I am dealing with galois theory at the moment and I came across with an example in the lecture and I got a question:
Let $K=\mathbb Q$ and $L=\mathbb Q(\sqrt{2},\sqrt{3})\subset \mathbb C$. Lets consider the field-extension $L/K$
Because of $[L:K]=[L:K(\sqrt{2})]\cdot [K(\sqrt{2}):K]=4$
Question 1: How we can argue that the minimal polynomial of $\sqrt{3}$ in $K(\sqrt{2})$ is still $x^2-3?$ I.e. we have to show that $\sqrt{3}\notin K(\sqrt{2})$. It seems trivial, but i would like to see an argument.
Because of $L$ is a splitting field of $f(X)=(x^2-3)(x^2-2)$ $L/K$ we have a galois-extension.
Question 2: Then we concluded that $|G|=|Gal(L/K)|=4$ but why? Does it holds that $|[L:K]|=|G|$ in any case? The definition of $Gal(L/K)$ is $Gal(L/K)=Aut_K(L)$, but i thought that $K$-automorphisms are already defined if we know the images of all generater of the extension, hence $|G|$ must be 2.

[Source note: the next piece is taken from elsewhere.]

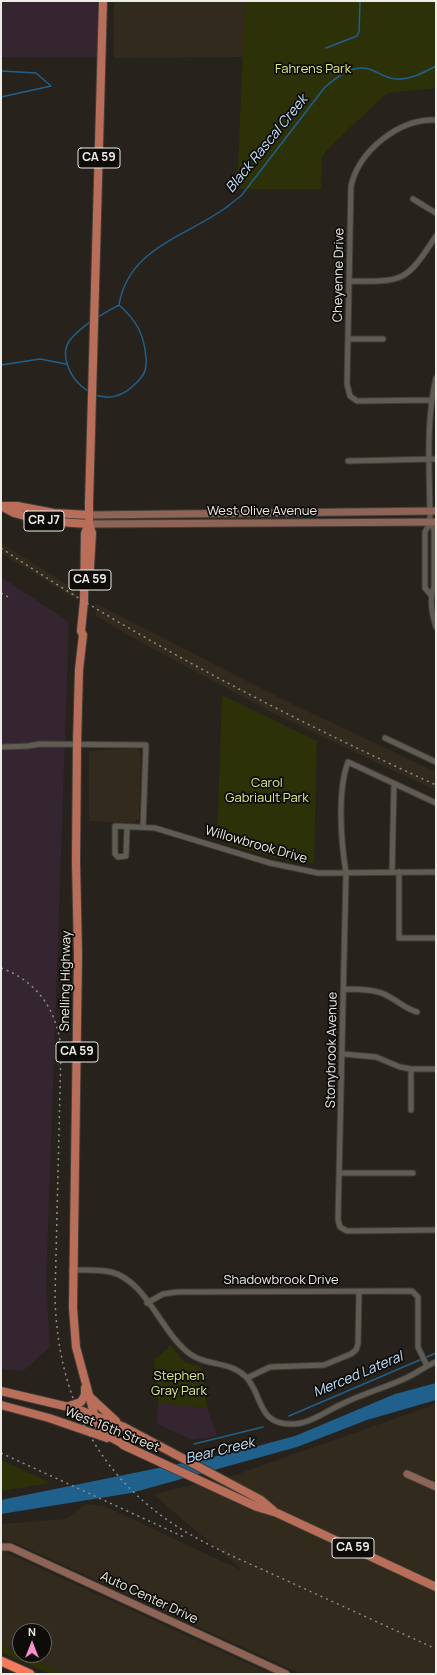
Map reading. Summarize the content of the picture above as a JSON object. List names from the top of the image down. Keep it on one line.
{"streets":{"main road":["CA 59","West Olive Avenue","CR J7","Snelling Highway","West 16th Street","Auto Center Drive"],"street":["Cheyenne Drive","Willowbrook Drive","Stonybrook Avenue","Shadowbrook Drive"]},"crossings":[["CA 59","West Olive Avenue"],["CA 59","CR J7"],["CA 59","Snelling Highway"],["CA 59","West 16th Street"],["West Olive Avenue","CR J7"],["West Olive Avenue","Snelling Highway"],["CR J7","Snelling Highway"],["Willowbrook Drive","Stonybrook Avenue"],["Snelling Highway","West 16th Street"]],"water":["Black Rascal Creek","Merced Lateral","Bear Creek"],"parks":["Fahrens Park","Carol Gabriault Park","Stephen Gray Park"],"north":"top"}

The rest is clear to me. We noticed that there are only $2$ groups with order $4$, namely $\mathbb Z_4$ and $\mathbb Z_2 \times \mathbb Z_2$. And we saw that this group cant be cyclic, hence must be $\mathbb Z_2 \times \mathbb Z_2$.
I hope someone can answer my questions. Also if someone knows a useful link to this topic I will be very glad about it.
Actually, you cannot argue that $[L/K(\sqrt 2)] = 2$ without knowing the degree of minimal polynomial of $\sqrt 3$ over $K(\sqrt 2)$. What you do know is that the degree is at most $2$, since it is the root of $x^2-3$. Thus, you can conclude $[L/K]\leq 4$ and that it is divisible by $2$, because $[K(\sqrt 2)/K] = 2$. So, $[L/K]$ is either $2$ or $4$. If it were $2$, it would imply $[L/K(\sqrt 2)] = 1$, thus $\sqrt 3\in\mathbb Q(\sqrt 2)$, and you can proceed as Andrea suggested, deriving contradiction and concluding $[L/K] = 4$.
For the second question, it is one of the first thing one proves in Galois theory that the number of automorphisms coincides with the degree of the extension. It can easily be proved by induction and the fact that $[L/K][K/E] = [L/E]$. But, you are mistaken when you say that there are only $2$ possibilities where automorphism can send generators. $\sqrt 2$ can be sent to $\pm\sqrt 2$ and $\sqrt 3$ to $\pm\sqrt 3$, thus $4$ possibilities, as wanted. This actually directly gives $\operatorname{Gal}(L/K) = \mathbb Z_2\times\mathbb Z_2$, as you stated.